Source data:
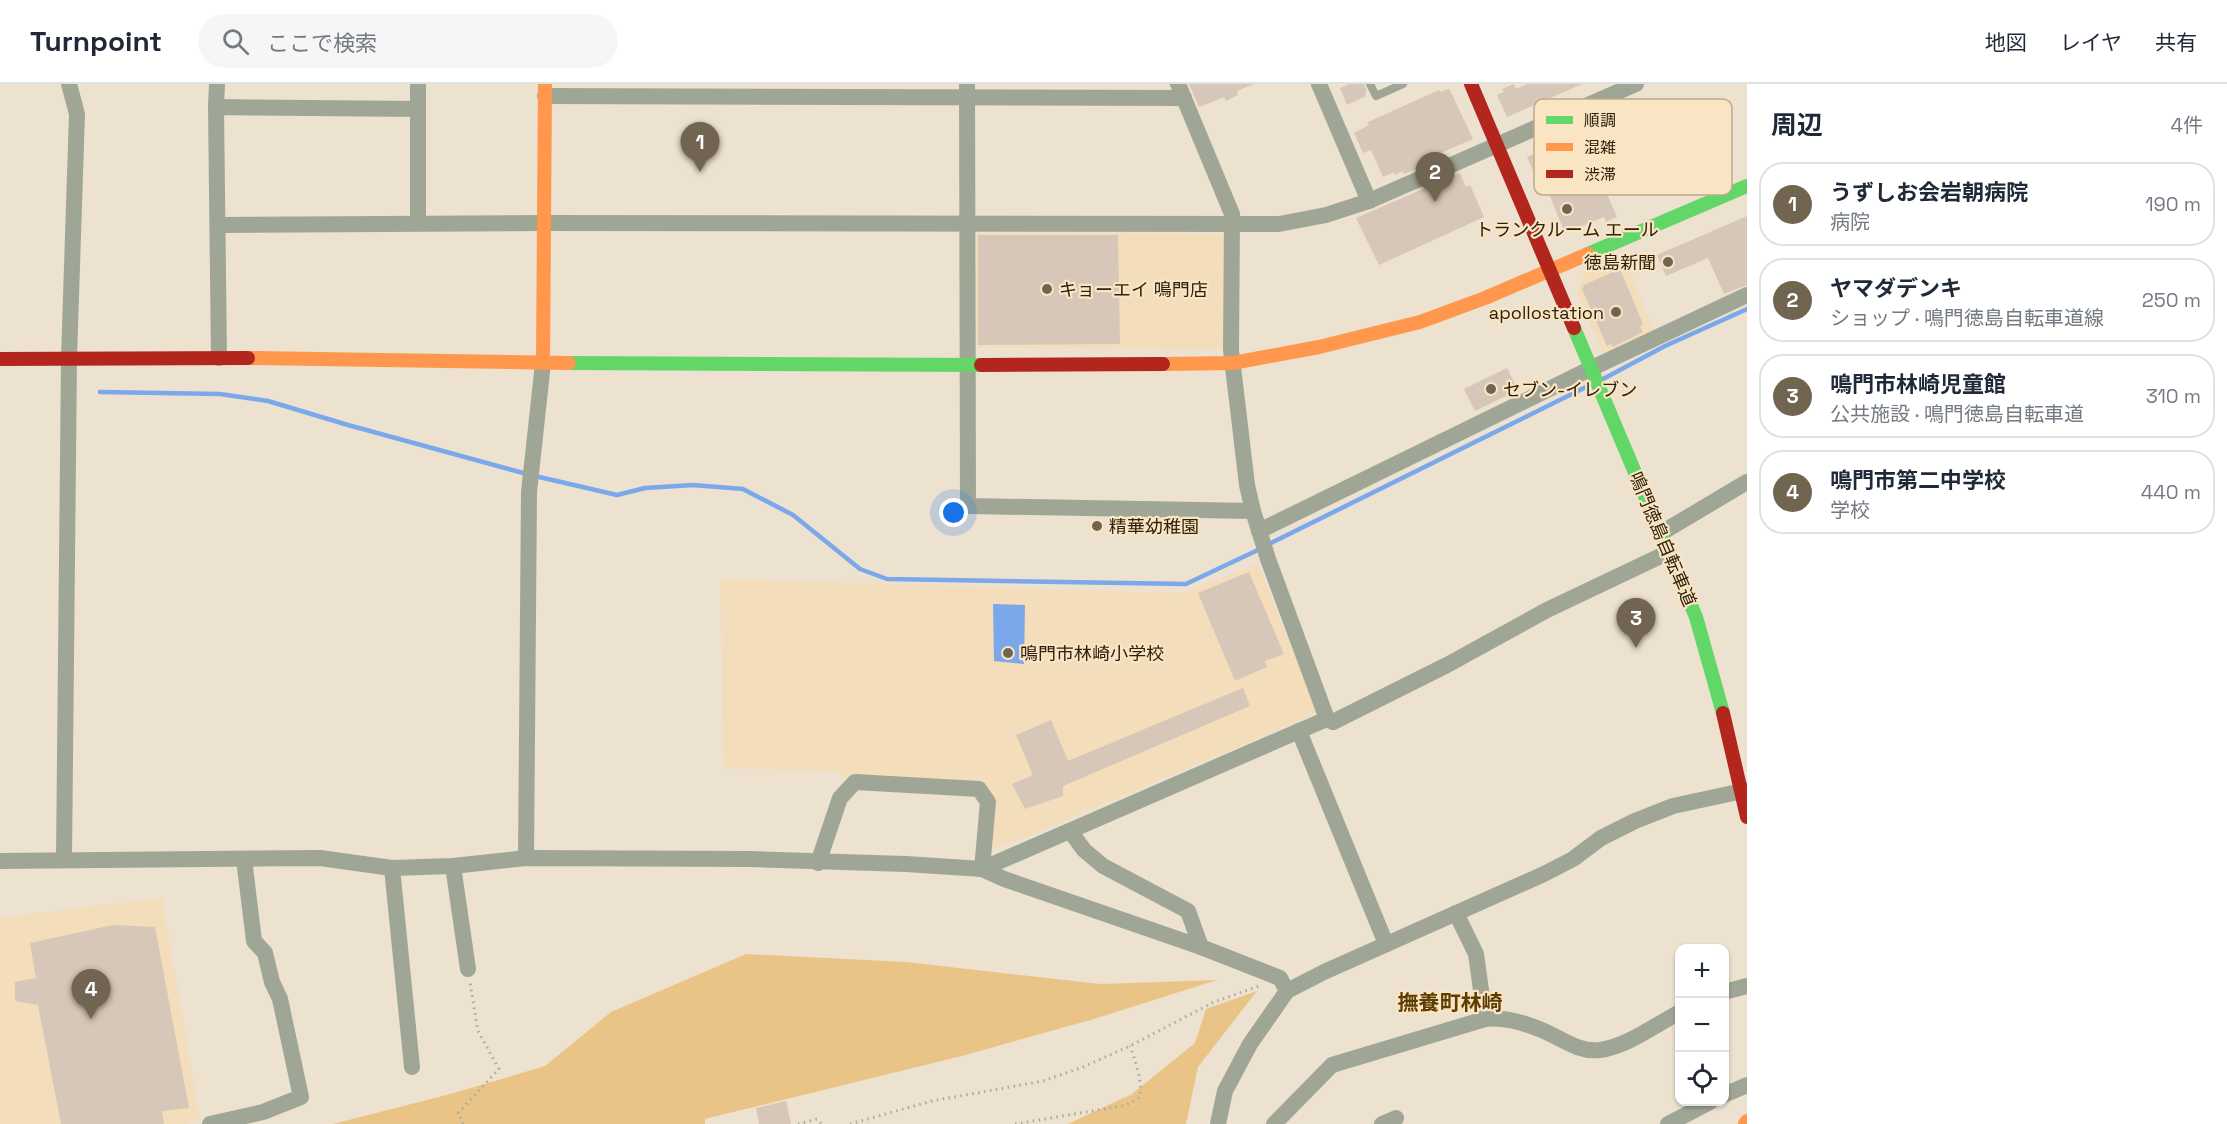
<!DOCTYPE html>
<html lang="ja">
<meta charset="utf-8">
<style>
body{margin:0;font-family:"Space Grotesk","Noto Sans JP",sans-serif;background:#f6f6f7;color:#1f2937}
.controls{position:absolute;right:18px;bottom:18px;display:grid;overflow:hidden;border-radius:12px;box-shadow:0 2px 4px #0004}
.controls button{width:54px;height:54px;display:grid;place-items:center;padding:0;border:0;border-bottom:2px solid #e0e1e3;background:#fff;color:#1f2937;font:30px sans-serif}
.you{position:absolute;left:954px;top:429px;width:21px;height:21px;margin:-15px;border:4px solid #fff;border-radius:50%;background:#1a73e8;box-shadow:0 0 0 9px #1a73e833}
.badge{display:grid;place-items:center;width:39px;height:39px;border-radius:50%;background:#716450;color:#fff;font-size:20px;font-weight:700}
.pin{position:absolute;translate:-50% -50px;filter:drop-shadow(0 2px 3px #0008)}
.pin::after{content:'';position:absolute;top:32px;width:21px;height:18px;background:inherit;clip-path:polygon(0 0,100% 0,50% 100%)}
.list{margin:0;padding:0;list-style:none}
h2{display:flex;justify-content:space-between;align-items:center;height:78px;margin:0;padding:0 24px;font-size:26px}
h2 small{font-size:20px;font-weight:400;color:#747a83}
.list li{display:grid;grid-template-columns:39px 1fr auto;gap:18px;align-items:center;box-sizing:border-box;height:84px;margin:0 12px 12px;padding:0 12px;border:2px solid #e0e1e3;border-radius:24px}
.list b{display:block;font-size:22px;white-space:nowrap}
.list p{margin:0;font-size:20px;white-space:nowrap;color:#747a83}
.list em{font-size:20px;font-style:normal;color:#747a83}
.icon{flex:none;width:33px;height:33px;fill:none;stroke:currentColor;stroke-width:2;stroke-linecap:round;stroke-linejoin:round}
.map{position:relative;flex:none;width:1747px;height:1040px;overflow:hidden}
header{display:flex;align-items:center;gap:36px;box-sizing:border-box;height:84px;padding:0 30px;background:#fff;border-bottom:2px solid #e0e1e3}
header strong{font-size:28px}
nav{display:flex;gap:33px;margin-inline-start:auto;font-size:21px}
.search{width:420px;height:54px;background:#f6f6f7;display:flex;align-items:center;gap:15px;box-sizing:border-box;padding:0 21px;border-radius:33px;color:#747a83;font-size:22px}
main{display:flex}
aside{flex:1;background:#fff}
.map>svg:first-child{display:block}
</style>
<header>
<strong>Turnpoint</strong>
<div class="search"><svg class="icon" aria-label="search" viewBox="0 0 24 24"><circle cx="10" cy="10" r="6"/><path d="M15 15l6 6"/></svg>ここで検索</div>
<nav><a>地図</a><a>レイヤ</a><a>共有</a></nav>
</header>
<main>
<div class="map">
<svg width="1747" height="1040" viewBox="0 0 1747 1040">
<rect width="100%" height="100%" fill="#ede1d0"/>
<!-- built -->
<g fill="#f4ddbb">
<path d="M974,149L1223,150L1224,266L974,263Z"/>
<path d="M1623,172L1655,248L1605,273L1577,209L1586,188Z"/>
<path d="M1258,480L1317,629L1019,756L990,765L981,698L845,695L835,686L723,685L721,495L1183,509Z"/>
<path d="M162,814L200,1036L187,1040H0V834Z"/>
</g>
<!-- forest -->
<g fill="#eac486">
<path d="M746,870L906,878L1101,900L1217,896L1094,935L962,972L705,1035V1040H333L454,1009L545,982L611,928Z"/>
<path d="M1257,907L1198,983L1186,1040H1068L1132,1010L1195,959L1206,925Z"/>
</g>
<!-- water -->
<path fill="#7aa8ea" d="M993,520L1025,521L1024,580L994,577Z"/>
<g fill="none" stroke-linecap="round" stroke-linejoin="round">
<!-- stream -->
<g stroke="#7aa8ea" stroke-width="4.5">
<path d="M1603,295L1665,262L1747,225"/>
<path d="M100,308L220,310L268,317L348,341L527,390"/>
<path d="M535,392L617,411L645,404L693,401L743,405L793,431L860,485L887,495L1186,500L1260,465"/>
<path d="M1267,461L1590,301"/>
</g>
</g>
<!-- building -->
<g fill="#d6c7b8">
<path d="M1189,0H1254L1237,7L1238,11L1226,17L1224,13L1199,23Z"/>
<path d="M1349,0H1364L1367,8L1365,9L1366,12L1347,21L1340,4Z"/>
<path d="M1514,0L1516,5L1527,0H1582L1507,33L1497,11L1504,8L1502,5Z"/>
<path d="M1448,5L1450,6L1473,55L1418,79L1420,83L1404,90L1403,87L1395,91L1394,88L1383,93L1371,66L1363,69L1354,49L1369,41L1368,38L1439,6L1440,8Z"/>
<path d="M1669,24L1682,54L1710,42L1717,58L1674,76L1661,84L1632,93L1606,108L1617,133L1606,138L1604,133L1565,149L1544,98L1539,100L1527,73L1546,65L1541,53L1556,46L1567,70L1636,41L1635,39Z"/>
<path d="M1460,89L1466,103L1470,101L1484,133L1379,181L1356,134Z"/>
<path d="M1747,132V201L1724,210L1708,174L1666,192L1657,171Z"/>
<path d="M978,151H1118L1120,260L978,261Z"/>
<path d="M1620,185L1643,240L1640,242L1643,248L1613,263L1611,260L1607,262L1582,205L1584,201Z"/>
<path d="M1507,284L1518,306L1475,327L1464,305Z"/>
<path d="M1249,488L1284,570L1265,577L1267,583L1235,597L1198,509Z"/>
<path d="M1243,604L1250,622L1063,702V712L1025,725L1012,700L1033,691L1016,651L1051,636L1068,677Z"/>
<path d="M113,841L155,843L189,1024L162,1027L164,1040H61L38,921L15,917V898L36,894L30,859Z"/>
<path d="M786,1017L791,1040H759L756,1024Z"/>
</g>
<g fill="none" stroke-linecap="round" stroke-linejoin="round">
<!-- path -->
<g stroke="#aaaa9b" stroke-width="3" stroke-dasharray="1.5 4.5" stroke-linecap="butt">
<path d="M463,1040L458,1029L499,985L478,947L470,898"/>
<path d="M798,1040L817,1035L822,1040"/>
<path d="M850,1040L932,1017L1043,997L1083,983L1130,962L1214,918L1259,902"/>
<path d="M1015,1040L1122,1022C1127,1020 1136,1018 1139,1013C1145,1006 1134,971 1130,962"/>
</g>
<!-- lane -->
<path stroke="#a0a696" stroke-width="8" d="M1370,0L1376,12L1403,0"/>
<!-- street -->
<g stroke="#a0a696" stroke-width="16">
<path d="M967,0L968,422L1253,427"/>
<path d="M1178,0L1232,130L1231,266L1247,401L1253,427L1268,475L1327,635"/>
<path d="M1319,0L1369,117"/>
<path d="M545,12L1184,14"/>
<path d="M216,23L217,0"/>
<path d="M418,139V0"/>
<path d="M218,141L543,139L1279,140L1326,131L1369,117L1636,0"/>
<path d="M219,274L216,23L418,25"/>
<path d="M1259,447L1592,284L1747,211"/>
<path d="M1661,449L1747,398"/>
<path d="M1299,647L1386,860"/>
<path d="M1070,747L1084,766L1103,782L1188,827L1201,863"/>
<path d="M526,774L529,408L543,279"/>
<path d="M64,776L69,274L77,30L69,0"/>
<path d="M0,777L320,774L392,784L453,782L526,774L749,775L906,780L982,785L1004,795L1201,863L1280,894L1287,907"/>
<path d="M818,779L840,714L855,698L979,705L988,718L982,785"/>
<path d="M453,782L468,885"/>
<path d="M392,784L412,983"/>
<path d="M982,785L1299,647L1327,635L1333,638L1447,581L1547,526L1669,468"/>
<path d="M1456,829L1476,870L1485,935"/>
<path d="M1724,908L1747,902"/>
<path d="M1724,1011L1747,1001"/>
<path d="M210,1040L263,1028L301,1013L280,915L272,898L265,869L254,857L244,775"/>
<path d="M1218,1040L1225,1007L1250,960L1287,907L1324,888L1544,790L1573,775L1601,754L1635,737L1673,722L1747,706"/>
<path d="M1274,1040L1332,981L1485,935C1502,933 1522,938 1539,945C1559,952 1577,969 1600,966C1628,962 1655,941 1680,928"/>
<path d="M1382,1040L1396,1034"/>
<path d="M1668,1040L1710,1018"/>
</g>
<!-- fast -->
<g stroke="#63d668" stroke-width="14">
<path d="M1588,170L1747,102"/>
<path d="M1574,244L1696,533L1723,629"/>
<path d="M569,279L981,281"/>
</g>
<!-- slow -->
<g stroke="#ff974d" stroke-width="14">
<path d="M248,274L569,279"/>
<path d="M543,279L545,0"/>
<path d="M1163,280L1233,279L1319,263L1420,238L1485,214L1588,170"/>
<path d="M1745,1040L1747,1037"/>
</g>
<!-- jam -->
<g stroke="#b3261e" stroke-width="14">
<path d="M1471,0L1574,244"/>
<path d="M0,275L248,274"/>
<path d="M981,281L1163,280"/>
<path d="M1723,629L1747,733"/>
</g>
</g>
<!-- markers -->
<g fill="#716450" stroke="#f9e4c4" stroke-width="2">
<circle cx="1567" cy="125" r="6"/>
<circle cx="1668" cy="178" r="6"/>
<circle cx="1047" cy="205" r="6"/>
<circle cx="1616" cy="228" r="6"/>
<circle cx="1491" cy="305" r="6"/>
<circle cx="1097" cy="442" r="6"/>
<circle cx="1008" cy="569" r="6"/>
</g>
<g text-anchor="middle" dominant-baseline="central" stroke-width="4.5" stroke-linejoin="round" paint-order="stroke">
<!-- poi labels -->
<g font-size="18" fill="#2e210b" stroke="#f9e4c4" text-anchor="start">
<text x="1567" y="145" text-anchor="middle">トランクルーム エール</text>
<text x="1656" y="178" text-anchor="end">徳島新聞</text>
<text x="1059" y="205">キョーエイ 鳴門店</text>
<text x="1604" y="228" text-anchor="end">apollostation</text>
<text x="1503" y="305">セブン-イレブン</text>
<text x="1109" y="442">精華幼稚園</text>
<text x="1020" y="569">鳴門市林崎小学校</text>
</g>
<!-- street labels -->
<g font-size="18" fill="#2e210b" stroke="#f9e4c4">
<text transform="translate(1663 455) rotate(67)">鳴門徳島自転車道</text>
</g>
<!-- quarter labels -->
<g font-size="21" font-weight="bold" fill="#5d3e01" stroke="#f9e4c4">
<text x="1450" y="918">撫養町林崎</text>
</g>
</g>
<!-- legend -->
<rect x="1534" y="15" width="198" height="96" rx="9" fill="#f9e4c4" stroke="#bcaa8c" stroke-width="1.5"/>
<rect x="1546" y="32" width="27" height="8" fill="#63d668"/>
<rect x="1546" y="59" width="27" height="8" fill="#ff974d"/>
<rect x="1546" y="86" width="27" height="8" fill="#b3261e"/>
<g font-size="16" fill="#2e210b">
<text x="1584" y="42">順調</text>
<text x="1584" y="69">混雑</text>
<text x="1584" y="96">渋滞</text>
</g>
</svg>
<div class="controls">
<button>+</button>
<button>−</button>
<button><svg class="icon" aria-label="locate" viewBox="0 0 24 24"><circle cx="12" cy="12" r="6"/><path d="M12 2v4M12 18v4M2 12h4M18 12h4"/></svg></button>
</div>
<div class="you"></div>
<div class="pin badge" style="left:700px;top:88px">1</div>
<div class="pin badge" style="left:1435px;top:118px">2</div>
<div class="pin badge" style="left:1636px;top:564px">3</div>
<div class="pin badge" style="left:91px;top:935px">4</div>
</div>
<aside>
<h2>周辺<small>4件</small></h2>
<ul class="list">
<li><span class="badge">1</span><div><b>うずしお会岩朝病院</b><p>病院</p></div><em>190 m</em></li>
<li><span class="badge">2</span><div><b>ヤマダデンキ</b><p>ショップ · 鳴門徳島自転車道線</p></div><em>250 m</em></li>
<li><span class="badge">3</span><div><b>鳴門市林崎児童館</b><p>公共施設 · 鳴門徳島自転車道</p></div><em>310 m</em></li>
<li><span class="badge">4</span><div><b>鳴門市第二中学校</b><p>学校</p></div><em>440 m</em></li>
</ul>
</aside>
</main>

_YOUR ASSIGNMENT_
Please output exactly the lines of the data above, from its first line through the line with "solid #fff;border-radius:50%;background:#1a73e8;box-shadow:0 0", and nothing else; drop the pictures.

_WRITTEN RESPONSE_
<!DOCTYPE html>
<html lang="ja">
<meta charset="utf-8">
<style>
body{margin:0;font-family:"Space Grotesk","Noto Sans JP",sans-serif;background:#f6f6f7;color:#1f2937}
.controls{position:absolute;right:18px;bottom:18px;display:grid;overflow:hidden;border-radius:12px;box-shadow:0 2px 4px #0004}
.controls button{width:54px;height:54px;display:grid;place-items:center;padding:0;border:0;border-bottom:2px solid #e0e1e3;background:#fff;color:#1f2937;font:30px sans-serif}
.you{position:absolute;left:954px;top:429px;width:21px;height:21px;margin:-15px;border:4px solid #fff;border-radius:50%;background:#1a73e8;box-shadow:0 0 0 9px #1a73e833}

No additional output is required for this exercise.